No, not according to RFC826. If you read closely, the ARP responder is not
supposed to make any checks on the requestor IP address before replying.
>> RFC826 doesn't specify this behavior, and I haven't seen any other devices
>> do this.
>
> There are plenty of other devices that do the same, fortunately.
Like what? Linux and *BSD don't. Microsoft doesn't and documents it
(duplicate address detection support) in MSDN. Solaris doesn't.

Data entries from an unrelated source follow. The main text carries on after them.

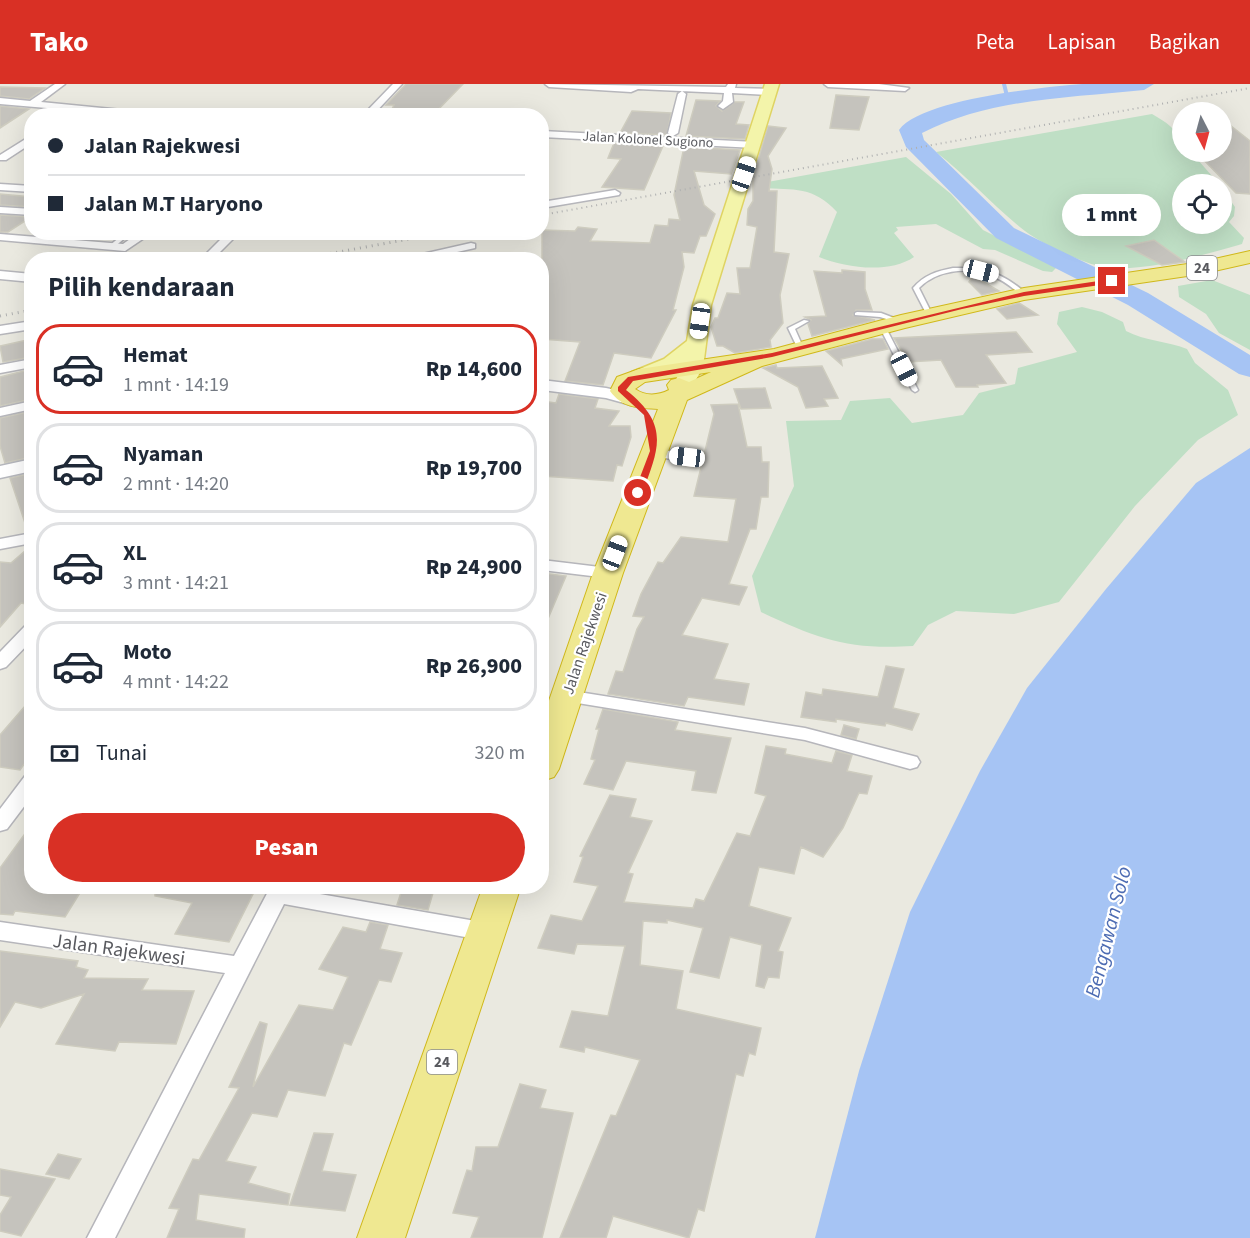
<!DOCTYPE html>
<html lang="id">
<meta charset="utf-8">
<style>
:root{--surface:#fff;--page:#f2f2f3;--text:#1f2937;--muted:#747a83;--line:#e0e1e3;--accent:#d93025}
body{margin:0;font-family:"Source Sans 3",sans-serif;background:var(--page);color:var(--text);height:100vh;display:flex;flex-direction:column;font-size:22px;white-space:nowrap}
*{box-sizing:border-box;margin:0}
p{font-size:20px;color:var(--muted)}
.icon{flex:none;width:33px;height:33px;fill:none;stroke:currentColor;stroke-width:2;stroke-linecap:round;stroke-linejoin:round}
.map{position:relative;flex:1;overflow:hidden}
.sheet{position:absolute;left:24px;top:168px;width:525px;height:642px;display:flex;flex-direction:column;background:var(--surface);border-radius:24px;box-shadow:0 6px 24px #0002}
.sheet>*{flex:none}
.guide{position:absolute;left:24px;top:24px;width:525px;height:132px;border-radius:24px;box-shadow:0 6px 24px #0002;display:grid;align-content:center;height:132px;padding:0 24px;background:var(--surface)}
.needle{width:39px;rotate:174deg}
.tools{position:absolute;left:1172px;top:18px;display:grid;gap:12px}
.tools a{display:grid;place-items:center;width:60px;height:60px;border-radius:50%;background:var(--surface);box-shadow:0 6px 24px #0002;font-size:30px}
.end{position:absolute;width:27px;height:27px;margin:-14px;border:8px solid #d93025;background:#fff;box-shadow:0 0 0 3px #fff}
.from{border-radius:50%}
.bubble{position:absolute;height:42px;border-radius:21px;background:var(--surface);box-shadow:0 6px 24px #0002;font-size:20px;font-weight:800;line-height:42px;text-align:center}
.car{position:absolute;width:18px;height:36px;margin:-18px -9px;border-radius:8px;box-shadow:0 0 4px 2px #0007;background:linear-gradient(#fff 24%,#345 0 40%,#fff 0 76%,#345 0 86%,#fff 0)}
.guide b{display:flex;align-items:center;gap:21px;height:57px;font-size:22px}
.guide b+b{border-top:2px solid var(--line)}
.guide i{width:15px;height:15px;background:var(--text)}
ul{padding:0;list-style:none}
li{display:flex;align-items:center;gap:18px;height:90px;margin:0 12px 9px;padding:0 12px;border:3px solid var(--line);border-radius:24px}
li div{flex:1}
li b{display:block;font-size:22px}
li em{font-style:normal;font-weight:800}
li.current{border-color:var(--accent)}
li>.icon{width:54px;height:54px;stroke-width:1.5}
h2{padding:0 24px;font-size:27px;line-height:72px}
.pay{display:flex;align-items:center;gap:15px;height:66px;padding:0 24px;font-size:22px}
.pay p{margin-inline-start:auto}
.action{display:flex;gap:12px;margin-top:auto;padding:12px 24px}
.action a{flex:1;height:69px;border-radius:36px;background:var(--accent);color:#fff;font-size:24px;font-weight:800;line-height:69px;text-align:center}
header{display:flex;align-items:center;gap:36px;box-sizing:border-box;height:84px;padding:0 30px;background:var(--accent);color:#fff}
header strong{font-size:28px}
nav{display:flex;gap:33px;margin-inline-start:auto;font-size:21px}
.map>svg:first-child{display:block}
.green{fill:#bfdfc5}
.water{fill:#a6c4f4}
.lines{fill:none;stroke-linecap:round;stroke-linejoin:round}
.stream{stroke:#a6c4f4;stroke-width:4}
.river{fill:#a6c4f4;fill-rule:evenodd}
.building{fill:#c5c3bd;stroke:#ceccbf;stroke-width:1.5}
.lane-casing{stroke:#b6b6bb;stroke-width:3}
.street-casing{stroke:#b6b6bb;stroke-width:3}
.secondary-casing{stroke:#b6b7bd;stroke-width:3}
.primary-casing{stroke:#dfd363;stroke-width:3}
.highway-casing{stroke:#d0b81a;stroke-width:2}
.lane{fill:#fff;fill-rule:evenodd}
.street{fill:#fff;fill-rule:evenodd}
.secondary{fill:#fff;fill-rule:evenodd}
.primary{fill:#f3f4aa;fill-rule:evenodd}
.highway{fill:#efe891;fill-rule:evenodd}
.rail-far1{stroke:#b0b1b1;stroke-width:2;stroke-dasharray:1 4;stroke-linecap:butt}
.rail{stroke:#b0b1b1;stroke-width:3;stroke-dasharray:1 5;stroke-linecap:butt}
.route{fill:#d93025}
.labels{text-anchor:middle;stroke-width:4.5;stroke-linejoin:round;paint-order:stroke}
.far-street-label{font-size:14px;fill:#595a5f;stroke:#fff}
.shield{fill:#fff;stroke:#8b8c8f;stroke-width:1.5}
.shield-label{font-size:15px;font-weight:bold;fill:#595a5f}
.street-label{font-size:16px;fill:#595a5f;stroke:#fff}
.near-street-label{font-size:20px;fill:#595a5f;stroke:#fff}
.near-water-label{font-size:21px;font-style:italic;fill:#4d6cb3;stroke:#fff}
</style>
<header>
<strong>Tako</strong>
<nav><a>Peta</a><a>Lapisan</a><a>Bagikan</a></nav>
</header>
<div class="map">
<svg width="1250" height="1154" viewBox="0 0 1250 1154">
<rect width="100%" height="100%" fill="#eae9e0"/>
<path class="green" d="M1152,30C1168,39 1182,48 1182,68H1191L1219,100H1182V140H1221V103L1235,123L1234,132L1229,138L1244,154L1242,160C1203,171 1153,186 1112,184C1088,183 1044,161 1025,147C993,122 967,92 936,68Z
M906,73L951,110L983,146L1057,183L1052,188L1043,187L995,166L983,165L936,140L896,143L898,146L894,149L914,173C889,190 846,184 819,173L837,128C813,101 791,106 757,104V100Z
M1212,196L1250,211V266L1219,249L1206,230L1179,213L1178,202Z
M1082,223L1102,228L1123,238L1126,247C1145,257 1167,257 1187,265L1195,279L1228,306L1238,331L1198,356L1135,422L1059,518L1014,530L956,527L928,541L913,562C848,566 818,555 761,528L752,492L794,402L786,337L841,336L850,317L890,314L912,339L963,331L979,309L1015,300L1018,284L1077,268L1057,240L1059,228Z"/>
<path class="water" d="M1250,364V1154H815L859,987L910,828L980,687L1027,604L1106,505L1196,399Z"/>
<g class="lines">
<path class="stream" d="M1004,0L1008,16"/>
<path class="river" d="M1082,0H1154L1144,6C1069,14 991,14 922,49L924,56L1014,144L1148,209L1250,271V293L1239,290L1128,221L996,154L906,63L899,46C921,15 1045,3 1082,0Z"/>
</g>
<path class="building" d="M406,0H463L432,32L390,29L394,21H386Z
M0,3L45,4L29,15L0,12Z
M836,11L869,13L859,46L830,44Z
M696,16L720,17L716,22L722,27L735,18H744L736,40L749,41L745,55L686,52Z
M0,22L29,25L0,44Z
M632,27L671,29L667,51L620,49Z
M1221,34L1250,57V110L1236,109L1199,71L1221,69Z
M768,42L786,44L768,72L772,85L769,107H777L774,168L789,170L780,211L783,239L770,256L771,263L735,269L723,262H717L711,243L715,234H718L727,209L740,210L737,184H750L757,143L747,141L748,125L753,117V93Z
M614,59L663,62L644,106L602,103L621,75L608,74Z
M684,63L740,66L731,90L694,87L704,121L715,130L706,152H700L694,169L682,168L684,183L673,226H676L651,274L614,269L603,301L565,297L580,258L542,255V146L575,147L578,143L597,145L590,157L650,159L655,141L668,142L669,135L680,136L674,111Z
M0,110L32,113V123L0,121Z
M0,131L31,133L8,148H0Z
M1154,156L1185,178L1162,181L1126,162Z
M842,186L865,188V205L872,226H856L853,231L875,236L812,252L808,240L811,236L805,233L826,232L814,187L842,189Z
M973,192L999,207L982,211L969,198Z
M1019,219L1038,231L1007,235L997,225Z
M1016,248L1032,268L986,271L1006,299L977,301L978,303H956L941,276L908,278L894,254Z
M32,255V273L3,278L0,262Z
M872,255H883L888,265L841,275L842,281L826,267Z
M776,281L777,284L822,282L838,314L824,315L828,322L806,324L798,303L763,284Z
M32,285V315L0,322V293Z
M765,304L771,324L741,325L734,305Z
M559,310L598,315L595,324L619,327L609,342H630L631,353L622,382L617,381L613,397L542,392V317L556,319Z
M738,320L747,363H761L762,378H769L768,413H761L756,445H750L729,500L747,503L739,521L702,514L682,551L728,560L714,595L749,600L744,621L688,613L684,622L608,610L616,587L623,588L637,545L644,533L633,532L641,510L658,478L663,479L681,453L728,458L736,415L694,412L714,330L711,321Z
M32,327V373L5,379L0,362V334Z
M32,389V447L28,448L10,394Z
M32,461V521L21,519L0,543V478L11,479Z
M542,489L566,492L542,549Z
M886,582L904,585L893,624L919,630L912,646L886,639L885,642L836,635V638L801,633L806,608L822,611L823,605L878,613Z
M32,614V669L20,686L0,683V651Z
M603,625L678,638L675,646L731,654L716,709L692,706L696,687L626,677L613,706L584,700L595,676L591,675L599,645H596Z
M844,641L859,645L856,655L841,651Z
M766,662L786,665L785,670L832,679L836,667L852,671L847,687L872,692L867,710L859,709L843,744L823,773L801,763L794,790L759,783L749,822L791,834L778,867L783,868L779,894L768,893L764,904L756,902L762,861L730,853L719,894L690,888L703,844L667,836V839L643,837L640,881L683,887L676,925L761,944L755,971L749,969L743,992L736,990L704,1127L698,1125L689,1154L613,1132L606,1154H560L611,1031L616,1032L640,976L585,963L584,968L560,963L572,927L608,932L625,862L577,860L574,870L538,864L551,831L582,837L598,802L574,798L583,773L580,772L610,711L636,715L630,733L652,737L628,789L633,790L624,818L693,824L696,815L704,817L737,749L750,752L766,712L755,709Z
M32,740V802L81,807L65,833L15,827L13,831L0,830V784Z
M155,802H257L229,858L175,850L192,819L155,812Z
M403,802H435L428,826L397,821Z
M370,838L388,841L380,865L402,869L391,898L379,896L351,961L344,959L325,1012L288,1006L277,1033L252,1029L226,1077L256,1083L248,1099L290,1110L288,1121L199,1110L196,1136L245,1145L244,1154H167L179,1125L169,1124L193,1075L199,1076L239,1004L229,1003L260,938L267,940L253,1003L299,921L333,926L348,893L319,885L343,843L366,848Z
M0,867L78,877L76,883L88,886L84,894L148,895L142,906L194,907L176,960L119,958L115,967L56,960L84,910L41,924L15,918L0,943Z
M520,1000L546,1006L540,1024L573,1029L542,1154H471L479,1133L453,1129L467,1086L472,1087L476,1063H498Z
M314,1049L333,1050L322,1087L356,1091L345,1127L290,1121Z
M58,1070L81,1075L69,1095L46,1090Z
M0,1085L55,1095L21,1152L0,1147V1131L11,1113L0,1111Z"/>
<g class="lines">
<g class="lane-casing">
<path id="lane" d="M126,148H132L113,164H109V162Z
M953,184C985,183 1003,189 1027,210L1022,211C1013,205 1005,197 994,193C971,182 937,185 919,204L933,232L928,233L913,204C924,191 937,187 953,184Z
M857,228L881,229L902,237L899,239L880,233L855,231V229Z
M804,236L809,237L795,245L803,263L800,265L797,263L788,244Z
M881,243L886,244L918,306L917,307L915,308L912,306L880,244Z"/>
</g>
<g class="street-casing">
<path id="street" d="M55,0H65L41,18L183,32H140L0,20V14L30,17Z
M393,0H402L372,32H362Z
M545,0L726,3L728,0H736L735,4L769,5L773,8L769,11L732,9L733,18L723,25L718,22L723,17L724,9L638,5L631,8L549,3Z
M824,0H879L909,4L905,7L828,3Z
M682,7L686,10L678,49L673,52L668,49L678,10Z
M542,47L755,58L760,61L755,64L542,53Z
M32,51V59L6,76H0V71Z
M0,100L32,102V108L0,106Z
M615,106L620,109L619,111L542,124V118Z
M0,123L32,125V131L0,129Z
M140,148H153L125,167L0,156V150L123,160Z
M228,148H240L212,176H200Z
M471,159L475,160V164L421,176H396Z
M0,187L32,190V198L0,195Z
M32,237V245L0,250V242Z
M32,275V283L0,289V281Z
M32,317V325L0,332V324Z
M654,365L687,369L694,373L687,377L649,372L647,369L649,366Z
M32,449V459L0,465V455Z
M542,476L608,484L616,489L608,494L542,486Z
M32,540V556L6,583L0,585V568L26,541Z
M566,606L805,644L917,673L920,678L917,683L910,685L805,656L559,616L557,612Z
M32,690V712L7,745L0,747V725L25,692Z
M271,802H293L291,805L487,839L495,842L498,848L495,854L487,857L284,820L115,1154H87L225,889L0,856V838L234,872Z"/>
</g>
<g class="secondary-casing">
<path id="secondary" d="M542,296L606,304L642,312L644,316L635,322L606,314L542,306Z
M32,375V387L0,394V382Z"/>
</g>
<g class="primary-casing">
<path id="primary" d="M765,0H779L711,221L703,283L688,310H674L671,306L684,279L646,296H632L629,292L632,288L664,275L687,257L693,221Z"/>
</g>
<g class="highway-casing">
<path id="highway" d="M1250,167V179L1201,190L1024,216L905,244L762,282L687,316L623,489L559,685L554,693L542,697V637L593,489L658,325C639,324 622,324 610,307L617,293L639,285L774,265L901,231L1024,204L1201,178ZM711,288L689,298L679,294L671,296L667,301L669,306C657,312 645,312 635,305L645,298Z
M483,802H521L405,1154H357Z"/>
</g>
<use href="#lane" class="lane"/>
<use href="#street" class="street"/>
<use href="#secondary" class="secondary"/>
<use href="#primary" class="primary"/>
<use href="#highway" class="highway"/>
<path class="rail-far1" d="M542,131L1250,4"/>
<path class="rail" d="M439,153L466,148
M295,176L447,148
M0,232L32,226"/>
</g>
<path class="route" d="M1112,195L1114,199L1024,212L962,225L772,273L633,297L626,306C669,340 660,363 642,409L638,411L634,409L650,367L644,331L618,307V303L628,293L772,269L1024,208Z"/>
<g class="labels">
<g class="far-street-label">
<text transform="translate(648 55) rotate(3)" y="5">Jalan Kolonel Sugiono</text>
</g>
<g class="shield">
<rect x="1187" y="172" width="30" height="24" rx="4.5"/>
<rect x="427" y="966" width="30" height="24" rx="4.5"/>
</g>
<g class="shield-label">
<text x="1202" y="189">24</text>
<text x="442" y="983">24</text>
</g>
<g class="street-label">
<text transform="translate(584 559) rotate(-71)" y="6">Jalan Rajekwesi</text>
</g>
<g class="near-street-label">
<text transform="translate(119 865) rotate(8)" y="7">Jalan Rajekwesi</text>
</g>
<g class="near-water-label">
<text transform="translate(1108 848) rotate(-76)" y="7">Bengawan Solo</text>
</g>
</g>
</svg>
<div class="tools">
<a><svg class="needle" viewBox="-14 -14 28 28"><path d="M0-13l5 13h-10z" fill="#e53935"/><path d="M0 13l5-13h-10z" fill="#747a83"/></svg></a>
<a><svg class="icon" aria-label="locate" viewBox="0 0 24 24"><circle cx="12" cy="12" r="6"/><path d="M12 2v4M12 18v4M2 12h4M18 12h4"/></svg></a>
</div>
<i class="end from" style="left:638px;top:409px"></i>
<i class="end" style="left:1112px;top:197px"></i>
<div class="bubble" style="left:1062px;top:110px;width:99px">1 mnt</div>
<i class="car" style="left:744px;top:90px;rotate:19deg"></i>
<i class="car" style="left:981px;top:187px;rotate:104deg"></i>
<i class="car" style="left:700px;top:237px;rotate:188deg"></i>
<i class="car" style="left:904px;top:285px;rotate:153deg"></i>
<i class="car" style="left:687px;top:373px;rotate:277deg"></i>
<i class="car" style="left:615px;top:469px;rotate:21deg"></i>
<div class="guide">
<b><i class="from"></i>Jalan Rajekwesi</b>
<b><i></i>Jalan M.T Haryono</b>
</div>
<section class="sheet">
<h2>Pilih kendaraan</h2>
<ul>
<li class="current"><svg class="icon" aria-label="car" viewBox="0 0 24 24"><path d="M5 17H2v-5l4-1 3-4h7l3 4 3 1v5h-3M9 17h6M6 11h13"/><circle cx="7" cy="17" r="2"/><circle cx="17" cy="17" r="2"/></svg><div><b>Hemat</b><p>1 mnt · 14:19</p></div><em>Rp 14,600</em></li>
<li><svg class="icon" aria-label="car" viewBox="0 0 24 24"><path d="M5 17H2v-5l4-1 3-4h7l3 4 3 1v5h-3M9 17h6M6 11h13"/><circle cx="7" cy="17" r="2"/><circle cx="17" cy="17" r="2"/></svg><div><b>Nyaman</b><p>2 mnt · 14:20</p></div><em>Rp 19,700</em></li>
<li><svg class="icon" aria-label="car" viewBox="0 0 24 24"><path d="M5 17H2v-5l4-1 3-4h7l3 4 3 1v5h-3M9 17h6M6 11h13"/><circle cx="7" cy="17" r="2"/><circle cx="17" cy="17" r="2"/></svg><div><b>XL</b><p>3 mnt · 14:21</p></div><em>Rp 24,900</em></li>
<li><svg class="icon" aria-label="car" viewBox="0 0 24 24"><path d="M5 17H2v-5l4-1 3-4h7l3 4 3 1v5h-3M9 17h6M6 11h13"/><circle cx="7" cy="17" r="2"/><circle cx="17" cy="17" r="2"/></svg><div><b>Moto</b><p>4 mnt · 14:22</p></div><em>Rp 26,900</em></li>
</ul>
<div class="pay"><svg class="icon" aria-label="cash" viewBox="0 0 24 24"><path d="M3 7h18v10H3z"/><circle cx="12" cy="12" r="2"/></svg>Tunai<p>320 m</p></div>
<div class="action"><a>Pesan</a></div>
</section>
</div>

>> It also breaks duplicate address detection on DHCP clients, which
>> uses 0.0.0.0 as the requestor IP address.
>
> Um, a DCHP client is supposed to ask for an IP address, and *then* it can
> start using ARP. In the DHCP request it is common to see 0.0.0.0 as the
> requestor address. Not in the ARP reqest, that would be very strange.
Yes, a DHCP client is supposed to ask for an address first, but when it
gets one it can try to arp for it with requestor IP 0.0.0.0 and refuse to
use it if someone answers. This is called duplicate address detection, and
is implemented by many DHCP clients.